Secret Service, Agents Settle Over Racial Discrimination Allegations
A long-running lawsuit accusing the Secret Service of discriminating against black agents appears to be coming to an end without a trial.
The Department of Homeland Security, the Secret Service and more than 100 agents have reached a settlement agreement, the department says. A court still needs to approve the settlement.
The Washington Post reports that the agreement calls for the Secret Service to pay $24 million, including lump sum payments as high as $300,000 per agent, but does not require the agency to admit wrongdoing.
In a statement late Tuesday, Homeland Security Secretary Jeh Johnson said he was "pleased that we are able to finally put this chapter of Secret Service history behind us.
"Had the matter gone to trial," he wrote, "it would have required that we re-live things long past, just at a time when the Secret Service is on the mend" — a nod toward embarrassing scandals and incidents at the Secret Service over the past few years.

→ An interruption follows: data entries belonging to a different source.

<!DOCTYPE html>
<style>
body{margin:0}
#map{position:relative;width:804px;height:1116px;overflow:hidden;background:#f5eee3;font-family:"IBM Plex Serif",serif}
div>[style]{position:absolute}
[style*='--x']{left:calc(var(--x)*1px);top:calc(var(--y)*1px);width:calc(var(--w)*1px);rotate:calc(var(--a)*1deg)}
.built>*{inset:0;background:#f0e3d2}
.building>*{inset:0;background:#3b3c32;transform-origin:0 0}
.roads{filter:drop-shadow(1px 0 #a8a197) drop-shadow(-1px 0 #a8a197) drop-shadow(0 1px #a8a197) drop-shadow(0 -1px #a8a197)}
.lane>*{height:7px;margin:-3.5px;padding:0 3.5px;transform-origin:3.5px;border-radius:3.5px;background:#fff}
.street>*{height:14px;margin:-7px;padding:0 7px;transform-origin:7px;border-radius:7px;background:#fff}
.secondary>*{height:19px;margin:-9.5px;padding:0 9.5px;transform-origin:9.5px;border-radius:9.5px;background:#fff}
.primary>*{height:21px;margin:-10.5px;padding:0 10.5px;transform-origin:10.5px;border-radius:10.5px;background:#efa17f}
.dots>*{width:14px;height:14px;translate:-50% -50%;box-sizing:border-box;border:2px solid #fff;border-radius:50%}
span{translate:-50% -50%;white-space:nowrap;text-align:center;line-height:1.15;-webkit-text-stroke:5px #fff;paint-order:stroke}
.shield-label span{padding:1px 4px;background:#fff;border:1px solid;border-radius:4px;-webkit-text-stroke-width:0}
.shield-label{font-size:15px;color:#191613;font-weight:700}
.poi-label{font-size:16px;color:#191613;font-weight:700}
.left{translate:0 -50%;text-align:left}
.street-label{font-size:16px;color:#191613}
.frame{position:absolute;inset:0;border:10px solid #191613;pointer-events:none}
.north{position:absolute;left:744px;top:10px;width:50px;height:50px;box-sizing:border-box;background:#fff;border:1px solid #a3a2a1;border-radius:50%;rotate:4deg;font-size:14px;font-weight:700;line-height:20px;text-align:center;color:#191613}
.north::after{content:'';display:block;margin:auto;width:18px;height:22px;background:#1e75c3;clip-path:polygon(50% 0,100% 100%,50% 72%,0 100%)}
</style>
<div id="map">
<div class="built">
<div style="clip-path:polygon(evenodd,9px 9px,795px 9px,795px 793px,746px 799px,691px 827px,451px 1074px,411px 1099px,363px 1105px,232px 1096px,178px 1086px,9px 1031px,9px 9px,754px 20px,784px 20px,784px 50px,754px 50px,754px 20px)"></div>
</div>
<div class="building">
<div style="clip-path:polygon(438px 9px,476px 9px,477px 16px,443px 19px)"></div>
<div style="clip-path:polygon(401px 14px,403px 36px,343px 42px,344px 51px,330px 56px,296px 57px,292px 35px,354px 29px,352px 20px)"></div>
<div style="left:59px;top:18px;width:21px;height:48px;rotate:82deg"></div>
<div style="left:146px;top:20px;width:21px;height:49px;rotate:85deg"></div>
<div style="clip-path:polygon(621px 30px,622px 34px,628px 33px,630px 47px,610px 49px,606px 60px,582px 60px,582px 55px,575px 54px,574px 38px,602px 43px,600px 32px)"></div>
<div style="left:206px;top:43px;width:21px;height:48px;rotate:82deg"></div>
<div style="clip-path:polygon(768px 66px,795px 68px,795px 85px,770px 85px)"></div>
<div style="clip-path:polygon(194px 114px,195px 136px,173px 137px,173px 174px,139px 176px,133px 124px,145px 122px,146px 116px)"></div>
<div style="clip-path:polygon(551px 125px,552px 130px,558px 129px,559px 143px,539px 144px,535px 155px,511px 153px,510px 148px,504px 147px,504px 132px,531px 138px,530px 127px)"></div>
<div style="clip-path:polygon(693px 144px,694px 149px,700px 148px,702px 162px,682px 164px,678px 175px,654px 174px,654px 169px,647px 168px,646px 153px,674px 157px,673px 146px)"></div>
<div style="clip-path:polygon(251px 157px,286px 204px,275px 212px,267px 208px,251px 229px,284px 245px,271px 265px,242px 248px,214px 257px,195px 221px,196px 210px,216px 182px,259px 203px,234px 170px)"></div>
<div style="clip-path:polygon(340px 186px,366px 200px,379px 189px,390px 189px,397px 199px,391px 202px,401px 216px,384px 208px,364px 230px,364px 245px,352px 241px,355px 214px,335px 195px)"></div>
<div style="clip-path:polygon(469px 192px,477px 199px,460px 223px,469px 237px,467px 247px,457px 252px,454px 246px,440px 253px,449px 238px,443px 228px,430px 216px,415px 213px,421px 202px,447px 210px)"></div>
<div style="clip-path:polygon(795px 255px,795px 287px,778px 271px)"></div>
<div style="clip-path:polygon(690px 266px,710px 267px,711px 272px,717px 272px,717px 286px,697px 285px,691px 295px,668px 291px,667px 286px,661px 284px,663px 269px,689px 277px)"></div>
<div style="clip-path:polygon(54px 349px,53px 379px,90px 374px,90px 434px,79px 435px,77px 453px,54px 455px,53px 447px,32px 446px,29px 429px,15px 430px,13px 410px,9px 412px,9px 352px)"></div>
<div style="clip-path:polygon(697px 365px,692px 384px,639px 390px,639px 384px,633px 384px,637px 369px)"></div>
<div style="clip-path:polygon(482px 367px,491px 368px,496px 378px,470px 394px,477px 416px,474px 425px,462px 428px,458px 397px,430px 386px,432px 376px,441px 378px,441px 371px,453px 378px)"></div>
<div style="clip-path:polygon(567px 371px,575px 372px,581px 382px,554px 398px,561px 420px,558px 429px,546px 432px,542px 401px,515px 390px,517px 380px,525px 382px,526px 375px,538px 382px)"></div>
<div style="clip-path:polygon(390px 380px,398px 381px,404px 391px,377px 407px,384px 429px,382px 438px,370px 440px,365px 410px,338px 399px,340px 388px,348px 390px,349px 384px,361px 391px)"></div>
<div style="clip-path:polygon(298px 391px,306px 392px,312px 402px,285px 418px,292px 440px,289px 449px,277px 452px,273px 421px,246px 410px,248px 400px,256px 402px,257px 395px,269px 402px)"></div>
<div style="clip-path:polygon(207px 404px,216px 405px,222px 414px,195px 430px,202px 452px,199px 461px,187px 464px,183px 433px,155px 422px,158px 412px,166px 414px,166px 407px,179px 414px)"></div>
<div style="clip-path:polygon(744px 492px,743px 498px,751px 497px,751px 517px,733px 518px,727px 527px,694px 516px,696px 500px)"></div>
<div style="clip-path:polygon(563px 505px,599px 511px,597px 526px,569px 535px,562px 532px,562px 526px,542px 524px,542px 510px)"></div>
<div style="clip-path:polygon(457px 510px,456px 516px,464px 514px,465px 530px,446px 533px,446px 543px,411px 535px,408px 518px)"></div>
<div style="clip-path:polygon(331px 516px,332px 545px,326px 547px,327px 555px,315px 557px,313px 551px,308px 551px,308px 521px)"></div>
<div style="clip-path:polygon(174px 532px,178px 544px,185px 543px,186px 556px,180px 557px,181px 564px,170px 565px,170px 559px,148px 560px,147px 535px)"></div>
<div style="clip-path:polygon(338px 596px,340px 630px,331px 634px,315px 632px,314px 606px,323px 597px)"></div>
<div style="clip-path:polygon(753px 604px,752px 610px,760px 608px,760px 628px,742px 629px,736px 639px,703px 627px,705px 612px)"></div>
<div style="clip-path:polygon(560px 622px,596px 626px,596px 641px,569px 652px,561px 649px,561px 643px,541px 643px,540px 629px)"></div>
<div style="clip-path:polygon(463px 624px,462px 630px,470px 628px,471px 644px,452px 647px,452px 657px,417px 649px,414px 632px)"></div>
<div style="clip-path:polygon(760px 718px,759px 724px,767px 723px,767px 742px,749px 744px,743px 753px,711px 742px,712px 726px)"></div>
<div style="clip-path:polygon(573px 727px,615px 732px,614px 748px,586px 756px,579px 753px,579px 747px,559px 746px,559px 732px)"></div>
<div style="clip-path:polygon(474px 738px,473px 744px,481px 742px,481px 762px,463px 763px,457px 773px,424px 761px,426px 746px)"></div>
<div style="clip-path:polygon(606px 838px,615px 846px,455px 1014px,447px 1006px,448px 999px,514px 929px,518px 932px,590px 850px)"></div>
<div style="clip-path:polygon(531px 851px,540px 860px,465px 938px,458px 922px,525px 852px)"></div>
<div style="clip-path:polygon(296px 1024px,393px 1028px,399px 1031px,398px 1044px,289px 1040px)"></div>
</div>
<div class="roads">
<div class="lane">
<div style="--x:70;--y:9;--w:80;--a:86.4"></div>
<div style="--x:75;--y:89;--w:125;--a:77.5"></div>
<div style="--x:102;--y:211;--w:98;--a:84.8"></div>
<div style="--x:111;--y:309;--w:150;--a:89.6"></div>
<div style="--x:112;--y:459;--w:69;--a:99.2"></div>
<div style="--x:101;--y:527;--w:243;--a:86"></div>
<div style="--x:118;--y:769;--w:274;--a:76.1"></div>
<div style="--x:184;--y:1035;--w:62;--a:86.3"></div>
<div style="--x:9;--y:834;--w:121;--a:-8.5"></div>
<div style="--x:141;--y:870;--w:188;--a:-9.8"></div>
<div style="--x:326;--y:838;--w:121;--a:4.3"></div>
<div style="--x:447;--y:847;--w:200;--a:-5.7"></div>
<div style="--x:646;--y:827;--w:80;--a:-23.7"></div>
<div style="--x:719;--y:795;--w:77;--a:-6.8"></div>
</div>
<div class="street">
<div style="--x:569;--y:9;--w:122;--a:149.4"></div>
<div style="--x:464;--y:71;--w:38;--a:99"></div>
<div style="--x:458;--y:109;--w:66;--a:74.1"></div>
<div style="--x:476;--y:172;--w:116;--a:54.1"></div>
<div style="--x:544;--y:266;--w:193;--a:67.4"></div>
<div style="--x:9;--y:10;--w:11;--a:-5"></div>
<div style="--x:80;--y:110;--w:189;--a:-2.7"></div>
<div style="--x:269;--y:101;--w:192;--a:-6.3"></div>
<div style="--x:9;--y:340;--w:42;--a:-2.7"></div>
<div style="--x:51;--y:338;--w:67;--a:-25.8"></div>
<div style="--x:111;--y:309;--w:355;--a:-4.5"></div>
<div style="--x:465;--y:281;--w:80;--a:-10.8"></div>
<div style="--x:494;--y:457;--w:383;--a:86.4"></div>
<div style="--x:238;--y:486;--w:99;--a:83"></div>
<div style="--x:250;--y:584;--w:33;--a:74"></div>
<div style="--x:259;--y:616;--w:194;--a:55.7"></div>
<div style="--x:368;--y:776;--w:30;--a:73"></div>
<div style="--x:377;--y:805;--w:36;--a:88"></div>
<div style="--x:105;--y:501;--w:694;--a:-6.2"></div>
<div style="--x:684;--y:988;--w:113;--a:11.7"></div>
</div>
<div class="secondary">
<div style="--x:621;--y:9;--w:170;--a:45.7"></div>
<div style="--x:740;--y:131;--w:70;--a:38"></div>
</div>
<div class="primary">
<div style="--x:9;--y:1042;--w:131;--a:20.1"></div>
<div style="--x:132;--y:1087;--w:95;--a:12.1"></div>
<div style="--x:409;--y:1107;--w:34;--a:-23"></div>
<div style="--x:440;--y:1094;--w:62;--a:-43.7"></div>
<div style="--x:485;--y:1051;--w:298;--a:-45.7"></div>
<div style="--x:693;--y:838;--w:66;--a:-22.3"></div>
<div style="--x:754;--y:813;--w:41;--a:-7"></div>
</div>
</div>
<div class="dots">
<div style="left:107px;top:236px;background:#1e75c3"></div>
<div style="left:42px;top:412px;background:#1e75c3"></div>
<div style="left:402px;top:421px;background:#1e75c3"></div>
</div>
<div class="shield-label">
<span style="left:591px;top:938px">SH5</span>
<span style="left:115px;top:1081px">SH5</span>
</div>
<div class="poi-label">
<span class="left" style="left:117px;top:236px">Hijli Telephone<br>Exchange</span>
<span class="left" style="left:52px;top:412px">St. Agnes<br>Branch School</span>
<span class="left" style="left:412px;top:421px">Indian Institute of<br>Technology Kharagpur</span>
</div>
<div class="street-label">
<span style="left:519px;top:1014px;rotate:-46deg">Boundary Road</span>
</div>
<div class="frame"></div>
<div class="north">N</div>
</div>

This lawsuit has been brewing for a long time.
It was initially filed in 2000, on behalf of a handful of agents who said they were routinely and unfairly passed over for promotions while less-qualified white agents rose up the ladder.
The alleged pattern of discrimination also included racial slurs; unfair assignments, bonuses and hiring practices; and retaliation against people who spoke up to challenge racial harassment.
In 2008, a judge excoriated the Secret Service for making a "mockery" of the law by refusing to cooperate in the suit. A Secret Service inspector admitted to destroying evidence relevant to the case.
Then the case expanded from 10 plaintiffs to scores of them. NPR's Giles Snyder reports that three years ago, the case was certified as a class action "covering more than 100 black agents."
Ray Moore, the lead plaintiff in the case, spoke to NPR in 2007. According to court documents, Moore bid for more than 180 promotions between 1999 and 2002. At one point, the suit says, he was assigned to train the white agent who received the promotion he was denied.
He told NPR he loved working at the Secret Service and believed in the mission — which is why he was continuing to serve as an agent while he was suing his employer.
"But at the same time, you know, I will let people know that the service has some legacy problems, and that is the institutional racism with the promotional and evaluation system," he said. "There are problems with that system, and that needs to be fixed."
At the time — nearly 10 years ago — NPR described the case as "moving slowly." Moore said he was in it for the long haul.
"It's going to be a fight because this is a legacy problem that has been around for a long time," he said. "And, you know, people with power never give it up voluntarily."